Data extract:
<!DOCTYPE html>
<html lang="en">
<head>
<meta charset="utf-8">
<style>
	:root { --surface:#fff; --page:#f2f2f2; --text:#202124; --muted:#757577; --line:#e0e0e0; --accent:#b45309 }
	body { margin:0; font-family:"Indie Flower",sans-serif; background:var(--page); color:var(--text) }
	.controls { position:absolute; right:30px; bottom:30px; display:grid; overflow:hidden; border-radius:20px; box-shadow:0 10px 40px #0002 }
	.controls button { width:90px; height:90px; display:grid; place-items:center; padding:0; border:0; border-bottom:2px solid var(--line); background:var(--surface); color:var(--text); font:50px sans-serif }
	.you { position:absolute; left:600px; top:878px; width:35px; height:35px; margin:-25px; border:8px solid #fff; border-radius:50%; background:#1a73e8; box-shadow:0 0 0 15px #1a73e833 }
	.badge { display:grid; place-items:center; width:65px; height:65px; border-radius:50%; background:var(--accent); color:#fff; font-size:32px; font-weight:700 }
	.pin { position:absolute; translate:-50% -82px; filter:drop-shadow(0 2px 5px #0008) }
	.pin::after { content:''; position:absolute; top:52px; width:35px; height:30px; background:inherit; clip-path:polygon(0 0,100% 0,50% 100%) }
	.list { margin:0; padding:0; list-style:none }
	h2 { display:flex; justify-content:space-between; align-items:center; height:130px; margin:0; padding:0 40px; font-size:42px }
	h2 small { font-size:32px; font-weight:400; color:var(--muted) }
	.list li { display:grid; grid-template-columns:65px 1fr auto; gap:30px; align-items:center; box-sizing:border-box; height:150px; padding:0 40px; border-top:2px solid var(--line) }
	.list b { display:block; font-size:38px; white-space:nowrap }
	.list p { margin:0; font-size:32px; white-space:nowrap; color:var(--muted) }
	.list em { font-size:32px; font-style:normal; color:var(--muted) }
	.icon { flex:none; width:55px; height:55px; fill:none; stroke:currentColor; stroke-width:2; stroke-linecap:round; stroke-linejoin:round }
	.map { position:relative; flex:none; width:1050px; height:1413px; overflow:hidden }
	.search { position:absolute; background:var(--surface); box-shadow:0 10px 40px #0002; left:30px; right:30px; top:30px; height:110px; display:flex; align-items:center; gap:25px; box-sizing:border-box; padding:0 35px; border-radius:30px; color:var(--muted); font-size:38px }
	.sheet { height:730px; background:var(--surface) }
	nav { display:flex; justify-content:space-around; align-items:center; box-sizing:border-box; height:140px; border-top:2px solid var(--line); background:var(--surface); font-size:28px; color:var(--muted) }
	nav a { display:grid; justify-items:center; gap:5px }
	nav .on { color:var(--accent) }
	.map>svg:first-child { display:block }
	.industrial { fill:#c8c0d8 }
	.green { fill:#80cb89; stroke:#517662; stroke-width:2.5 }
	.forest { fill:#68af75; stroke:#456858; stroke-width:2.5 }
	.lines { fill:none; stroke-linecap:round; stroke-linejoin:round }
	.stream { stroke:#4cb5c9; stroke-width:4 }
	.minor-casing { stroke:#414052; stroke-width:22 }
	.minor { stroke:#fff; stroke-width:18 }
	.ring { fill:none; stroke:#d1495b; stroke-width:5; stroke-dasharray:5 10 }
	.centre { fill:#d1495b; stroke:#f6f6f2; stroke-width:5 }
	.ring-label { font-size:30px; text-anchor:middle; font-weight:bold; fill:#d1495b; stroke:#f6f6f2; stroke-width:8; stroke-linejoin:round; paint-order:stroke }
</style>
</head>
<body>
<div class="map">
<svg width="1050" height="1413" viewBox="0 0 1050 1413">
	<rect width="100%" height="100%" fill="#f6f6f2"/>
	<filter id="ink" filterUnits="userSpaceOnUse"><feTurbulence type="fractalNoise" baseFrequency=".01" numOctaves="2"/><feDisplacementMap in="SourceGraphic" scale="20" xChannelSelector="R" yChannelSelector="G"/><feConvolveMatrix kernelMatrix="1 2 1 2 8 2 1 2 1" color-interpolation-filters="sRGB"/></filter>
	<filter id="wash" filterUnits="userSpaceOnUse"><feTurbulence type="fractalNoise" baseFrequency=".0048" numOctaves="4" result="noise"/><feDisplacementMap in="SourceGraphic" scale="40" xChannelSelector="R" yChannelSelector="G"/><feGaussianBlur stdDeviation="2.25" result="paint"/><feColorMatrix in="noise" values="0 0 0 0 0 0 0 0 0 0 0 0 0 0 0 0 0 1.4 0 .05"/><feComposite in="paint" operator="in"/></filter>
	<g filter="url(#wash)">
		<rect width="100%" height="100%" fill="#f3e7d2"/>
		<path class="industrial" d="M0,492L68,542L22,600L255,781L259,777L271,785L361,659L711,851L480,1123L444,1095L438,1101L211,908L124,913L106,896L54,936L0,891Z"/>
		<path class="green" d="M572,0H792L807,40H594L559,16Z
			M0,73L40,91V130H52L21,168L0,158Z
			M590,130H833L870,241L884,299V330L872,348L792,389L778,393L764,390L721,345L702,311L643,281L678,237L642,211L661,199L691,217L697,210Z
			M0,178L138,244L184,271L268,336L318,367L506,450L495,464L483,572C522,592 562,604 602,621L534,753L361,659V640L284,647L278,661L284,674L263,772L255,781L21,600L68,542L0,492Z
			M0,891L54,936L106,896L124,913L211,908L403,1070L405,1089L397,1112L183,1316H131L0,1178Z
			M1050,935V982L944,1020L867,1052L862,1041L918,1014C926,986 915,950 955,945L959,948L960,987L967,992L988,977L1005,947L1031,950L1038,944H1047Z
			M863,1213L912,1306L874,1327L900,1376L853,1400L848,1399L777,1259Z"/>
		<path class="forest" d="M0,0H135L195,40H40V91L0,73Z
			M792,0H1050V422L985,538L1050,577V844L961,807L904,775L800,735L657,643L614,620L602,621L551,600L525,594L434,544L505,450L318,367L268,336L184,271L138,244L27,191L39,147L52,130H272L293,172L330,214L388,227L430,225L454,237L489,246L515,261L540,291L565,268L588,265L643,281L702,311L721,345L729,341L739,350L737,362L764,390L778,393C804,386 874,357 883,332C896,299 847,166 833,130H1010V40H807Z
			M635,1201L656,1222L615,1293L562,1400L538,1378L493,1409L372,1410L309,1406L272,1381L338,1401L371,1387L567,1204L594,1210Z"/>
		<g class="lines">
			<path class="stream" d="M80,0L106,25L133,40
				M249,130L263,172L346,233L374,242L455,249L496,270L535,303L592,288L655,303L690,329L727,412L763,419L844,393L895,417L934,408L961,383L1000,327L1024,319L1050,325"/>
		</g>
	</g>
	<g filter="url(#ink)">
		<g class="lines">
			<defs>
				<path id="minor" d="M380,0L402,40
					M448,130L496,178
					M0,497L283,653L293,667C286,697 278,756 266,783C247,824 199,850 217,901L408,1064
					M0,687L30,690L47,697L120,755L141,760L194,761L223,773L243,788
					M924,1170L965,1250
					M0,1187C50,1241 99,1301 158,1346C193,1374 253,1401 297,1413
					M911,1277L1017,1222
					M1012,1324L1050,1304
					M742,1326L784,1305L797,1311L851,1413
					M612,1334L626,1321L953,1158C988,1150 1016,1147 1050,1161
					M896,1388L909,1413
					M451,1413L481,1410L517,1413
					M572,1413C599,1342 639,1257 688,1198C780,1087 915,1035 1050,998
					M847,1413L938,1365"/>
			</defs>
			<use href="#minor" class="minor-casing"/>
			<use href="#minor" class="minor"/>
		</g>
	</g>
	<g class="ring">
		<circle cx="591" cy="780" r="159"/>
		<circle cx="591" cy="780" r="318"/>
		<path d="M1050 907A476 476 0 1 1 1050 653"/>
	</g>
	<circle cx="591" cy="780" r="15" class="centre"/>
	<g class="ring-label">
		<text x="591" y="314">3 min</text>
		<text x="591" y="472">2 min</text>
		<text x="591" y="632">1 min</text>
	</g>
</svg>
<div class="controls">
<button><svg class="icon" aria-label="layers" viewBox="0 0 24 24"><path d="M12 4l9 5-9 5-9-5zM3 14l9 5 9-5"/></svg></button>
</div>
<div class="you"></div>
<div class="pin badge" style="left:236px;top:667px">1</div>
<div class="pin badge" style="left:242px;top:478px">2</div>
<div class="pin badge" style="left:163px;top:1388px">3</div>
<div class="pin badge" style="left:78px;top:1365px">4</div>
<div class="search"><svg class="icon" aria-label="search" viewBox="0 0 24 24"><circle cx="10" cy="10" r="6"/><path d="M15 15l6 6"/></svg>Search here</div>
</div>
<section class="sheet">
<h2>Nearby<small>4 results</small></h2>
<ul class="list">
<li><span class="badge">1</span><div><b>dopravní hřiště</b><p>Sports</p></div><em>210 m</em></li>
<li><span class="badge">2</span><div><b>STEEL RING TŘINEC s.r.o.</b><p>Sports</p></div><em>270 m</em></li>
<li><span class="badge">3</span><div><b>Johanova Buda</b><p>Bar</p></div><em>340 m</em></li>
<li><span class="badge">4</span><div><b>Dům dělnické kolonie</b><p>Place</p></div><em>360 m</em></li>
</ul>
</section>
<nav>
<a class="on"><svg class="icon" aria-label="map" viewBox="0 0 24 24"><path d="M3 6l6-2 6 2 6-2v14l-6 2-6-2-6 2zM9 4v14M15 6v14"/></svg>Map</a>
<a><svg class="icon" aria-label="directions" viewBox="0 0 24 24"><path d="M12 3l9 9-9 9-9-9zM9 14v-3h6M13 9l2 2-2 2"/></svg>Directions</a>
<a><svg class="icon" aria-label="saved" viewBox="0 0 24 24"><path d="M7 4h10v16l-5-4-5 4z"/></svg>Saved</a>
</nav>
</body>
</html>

Problem to work on: Your task is to reproduce the entries exactly, starting at the first line and ending with the line containing "--surface:#fff; --page:#f2f2f2; --text:#202124;".

Result of the task:
<!DOCTYPE html>
<html lang="en">
<head>
<meta charset="utf-8">
<style>
	:root { --surface:#fff; --page:#f2f2f2; --text:#202124; --muted:#757577; --line:#e0e0e0; --accent:#b45309 }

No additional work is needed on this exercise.